Economic Development

Dorothy Cavalier, left, and Chad Lennon debate for Suffolk County’s 6th Legislative District. Photo by Raymond Janis

Two lawyers are vying to succeed incumbent Suffolk County Legislator Sarah Anker (D-Mount Sinai) who is term limited.

Dorothy Cavalier (D-Mount Sinai), Anker’s chief of staff, is running to fill her boss’ seat against Chad Lennon (R-Rocky Point), a congressional aide to U.S. Congressman Nick LaLota (R-NY1).

In a debate at the TBR office spanning over an hour and a half, the two candidates presented their respective visions for the county’s 6th Legislative District, which covers the Town of Brookhaven’s northeastern hamlets from Mount Sinai to Wading River, extending as far south as Middle Country Road.

Introductions

Cavalier has been a practicing attorney for two-and-a-half decades, working across the legal spectrum in such areas as personal injury, criminal defense and family law, among others. She was a traffic court prosecutor before entering Anker’s office in 2019.

Since entering county government, she said she has worked at “handling every aspect of the office,” from staff management, constituent services, drafting resolutions, reviewing the budget and advising the incumbent.

“I’m running for this seat because, for me, this is the next logical step,” she said. “I’ve come to love the job that I’m doing. I want to continue taking care of the constituents in the community that I raised my kids in and that I love.”

Lennon is a major in the U.S. Marine Corps Reserve.
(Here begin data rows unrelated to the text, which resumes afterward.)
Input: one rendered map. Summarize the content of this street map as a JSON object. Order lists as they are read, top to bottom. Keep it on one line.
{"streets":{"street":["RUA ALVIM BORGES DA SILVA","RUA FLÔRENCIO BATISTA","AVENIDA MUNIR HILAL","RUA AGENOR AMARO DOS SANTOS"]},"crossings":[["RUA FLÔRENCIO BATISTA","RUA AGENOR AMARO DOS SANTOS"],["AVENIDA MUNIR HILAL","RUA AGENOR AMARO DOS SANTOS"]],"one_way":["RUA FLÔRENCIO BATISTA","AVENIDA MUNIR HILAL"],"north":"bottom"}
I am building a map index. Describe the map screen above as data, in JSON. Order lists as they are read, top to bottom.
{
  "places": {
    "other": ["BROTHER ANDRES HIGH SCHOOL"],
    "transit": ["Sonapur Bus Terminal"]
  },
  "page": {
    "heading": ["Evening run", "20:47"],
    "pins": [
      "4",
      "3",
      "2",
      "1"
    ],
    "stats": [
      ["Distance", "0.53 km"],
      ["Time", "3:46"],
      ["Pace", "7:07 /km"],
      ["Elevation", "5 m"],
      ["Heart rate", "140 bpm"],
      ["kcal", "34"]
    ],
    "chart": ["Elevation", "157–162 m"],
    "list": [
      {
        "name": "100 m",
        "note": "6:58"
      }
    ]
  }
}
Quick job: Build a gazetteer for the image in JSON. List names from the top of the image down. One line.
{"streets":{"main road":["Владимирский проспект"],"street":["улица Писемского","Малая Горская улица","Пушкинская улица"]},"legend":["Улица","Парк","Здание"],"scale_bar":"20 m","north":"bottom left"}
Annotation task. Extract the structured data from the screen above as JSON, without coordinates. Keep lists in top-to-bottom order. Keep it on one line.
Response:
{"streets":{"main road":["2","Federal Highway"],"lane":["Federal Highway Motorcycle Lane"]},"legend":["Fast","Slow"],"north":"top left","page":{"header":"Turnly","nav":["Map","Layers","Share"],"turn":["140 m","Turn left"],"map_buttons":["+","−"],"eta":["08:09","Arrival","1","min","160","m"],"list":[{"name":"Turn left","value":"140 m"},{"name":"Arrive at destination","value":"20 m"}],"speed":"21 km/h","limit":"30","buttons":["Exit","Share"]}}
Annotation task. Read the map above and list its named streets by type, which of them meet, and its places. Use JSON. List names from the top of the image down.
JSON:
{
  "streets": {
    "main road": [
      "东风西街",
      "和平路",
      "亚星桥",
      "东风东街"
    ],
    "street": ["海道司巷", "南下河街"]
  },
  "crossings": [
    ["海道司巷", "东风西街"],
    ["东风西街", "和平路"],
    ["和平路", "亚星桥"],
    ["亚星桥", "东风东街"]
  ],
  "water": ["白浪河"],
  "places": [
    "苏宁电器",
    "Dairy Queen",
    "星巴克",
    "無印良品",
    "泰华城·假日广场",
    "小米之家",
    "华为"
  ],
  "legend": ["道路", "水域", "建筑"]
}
He did four years of active-duty service, with combat deployment to Afghanistan, where he led over 50 combat missions.

In his professional life, he is an attorney at Tully Rinckey, specializing in military law, veterans law, security clearance representation and federal employment law.

“It’s all about service for me,” he said. “I’ve been doing it for 15 years and want to continue to do it.”

Wastewater

This year’s 6th District election comes at a time of countywide contention over the future of its wastewater infrastructure. Earlier this year, Republicans in the county Legislature blocked introducing a 1/8-penny sales tax to the November ballot, which, if passed, would have created a fund for innovative/advanced septic systems and sewers.

Lennon pointed to perceived deficiencies within the Water Quality Restoration Act, contending that too small a share of the revenue would have supported sewers.

“Right now, the problem is that three-quarters of that money is going to go to IA systems, and one-quarter is going to go to sewer systems,” he said. “We have hundreds of millions of dollars in shovel-ready projects to get sewer systems. That’s going to create more jobs, cleaner water and more affordable housing.”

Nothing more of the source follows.